In the entries below, every line that contains "Smith" must be located and copied.

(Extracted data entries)
◆ ◆ ◆ ◆
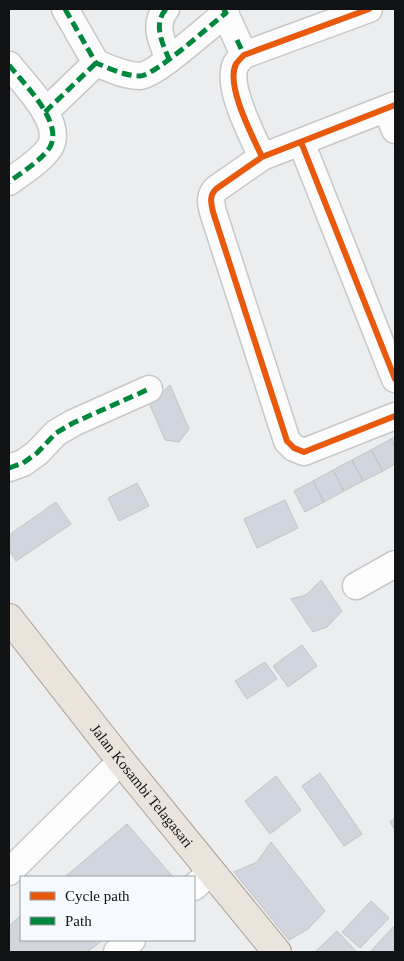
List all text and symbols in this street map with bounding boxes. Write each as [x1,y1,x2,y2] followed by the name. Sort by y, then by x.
[87,721,196,851] street label: Jalan Kosambi Telagasari
[20,876,195,941] legend
[65,888,130,904] text: Cycle path
[65,913,92,929] text: Path

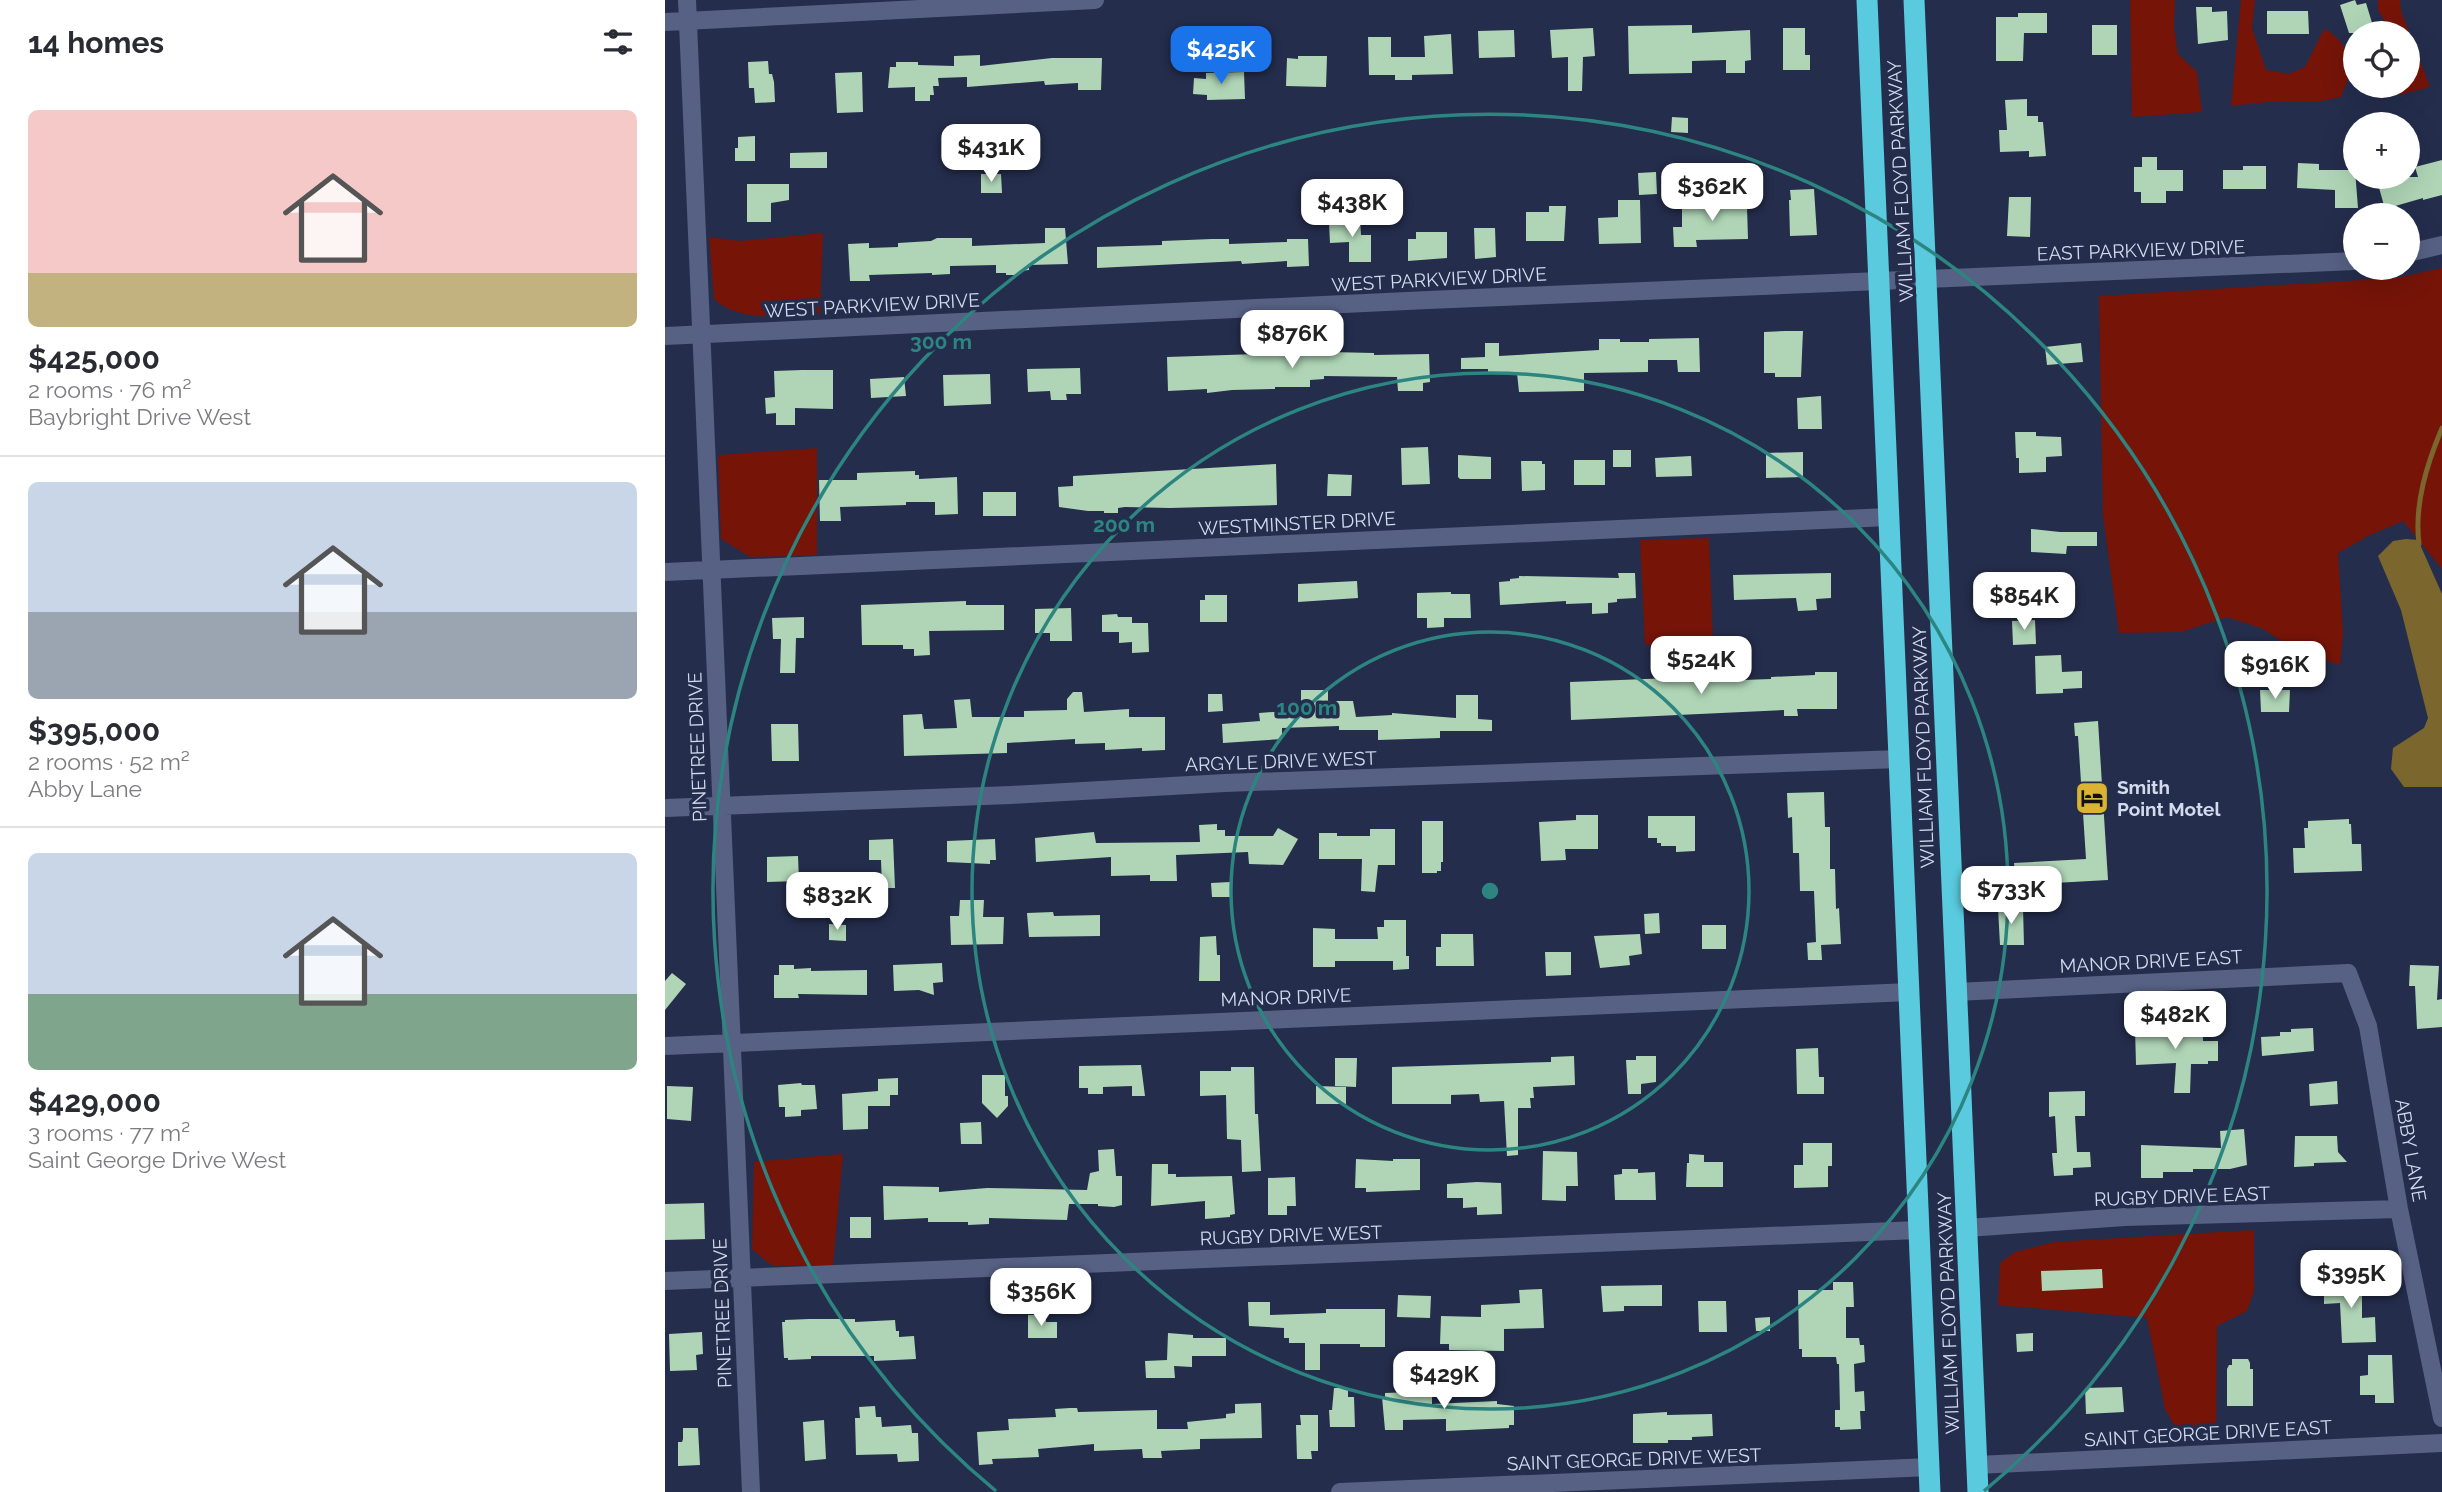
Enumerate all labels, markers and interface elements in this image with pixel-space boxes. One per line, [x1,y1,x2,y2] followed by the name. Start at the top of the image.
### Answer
[2343,21,2420,280] map controls
[2343,21,2420,98] button: locate
[599,23,637,61] icon: filters
[28,25,164,60] text: 14 homes
[1172,27,1270,86] pin: $425K
[1187,35,1255,62] text: $425K
[1883,59,1917,303] street label: WILLIAM FLOYD PARKWAY
[2343,112,2420,189] button: +
[942,124,1040,184] pin: $431K
[957,133,1025,160] text: $431K
[270,155,396,281] icon: home
[1663,164,1761,223] pin: $362K
[1677,172,1747,199] text: $362K
[1303,180,1401,239] pin: $438K
[1317,188,1387,215] text: $438K
[2343,203,2420,280] button: −
[2036,235,2246,265] street label: EAST PARKVIEW DRIVE
[1331,262,1547,296] street label: WEST PARKVIEW DRIVE
[764,288,980,322] street label: WEST PARKVIEW DRIVE
[1243,310,1341,370] pin: $876K
[1257,319,1327,346] text: $876K
[910,329,972,354] text: 300 m
[28,341,160,376] text: $425,000
[28,376,191,403] text: 2 rooms · 76 m²
[28,403,251,430] text: Baybright Drive West
[1198,507,1396,539] street label: WESTMINSTER DRIVE
[1093,512,1155,537] text: 200 m
[270,527,396,653] icon: home
[1975,572,2073,632] pin: $854K
[1989,581,2059,608] text: $854K
[1908,625,1938,869] street label: WILLIAM FLOYD PARKWAY
[1652,636,1750,696] pin: $524K
[2226,642,2324,701] pin: $916K
[1667,645,1735,672] text: $524K
[2241,650,2309,677] text: $916K
[683,672,711,822] street label: PINETREE DRIVE
[1277,695,1337,720] text: 100 m
[28,713,160,748] text: $395,000
[1185,747,1378,775] street label: ARGYLE DRIVE WEST
[28,748,190,775] text: 2 rooms · 52 m²
[28,775,142,802] text: Abby Lane
[2117,776,2221,820] place label: Smith Point Motel
[2073,779,2111,817] hotel icon: Smith Point Motel
[1962,866,2060,926] pin: $733K
[788,872,886,932] pin: $832K
[1977,875,2045,902] text: $733K
[1478,879,1502,903] centre of rings
[802,881,872,908] text: $832K
[270,898,396,1024] icon: home
[2059,945,2243,977] street label: MANOR DRIVE EAST
[1220,984,1352,1010] street label: MANOR DRIVE
[2126,992,2224,1051] pin: $482K
[2140,1000,2210,1027] text: $482K
[28,1084,161,1119] text: $429,000
[2391,1097,2431,1203] street label: ABBY LANE
[28,1119,190,1146] text: 3 rooms · 77 m²
[28,1146,286,1173] text: Saint George Drive West
[2094,1182,2271,1210] street label: RUGBY DRIVE EAST
[1933,1191,1963,1435] street label: WILLIAM FLOYD PARKWAY
[1199,1221,1383,1249] street label: RUGBY DRIVE WEST
[708,1238,736,1388] street label: PINETREE DRIVE
[2302,1250,2400,1310] pin: $395K
[2317,1259,2385,1286] text: $395K
[992,1268,1090,1328] pin: $356K
[1006,1277,1076,1304] text: $356K
[1395,1352,1493,1411] pin: $429K
[1409,1360,1479,1387] text: $429K
[2083,1415,2333,1450] street label: SAINT GEORGE DRIVE EAST
[1506,1444,1762,1474] street label: SAINT GEORGE DRIVE WEST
◆ ◆ ◆ ◆
## EXERCISE ANSWER
[2117,776,2221,820] place label: Smith Point Motel
[2073,779,2111,817] hotel icon: Smith Point Motel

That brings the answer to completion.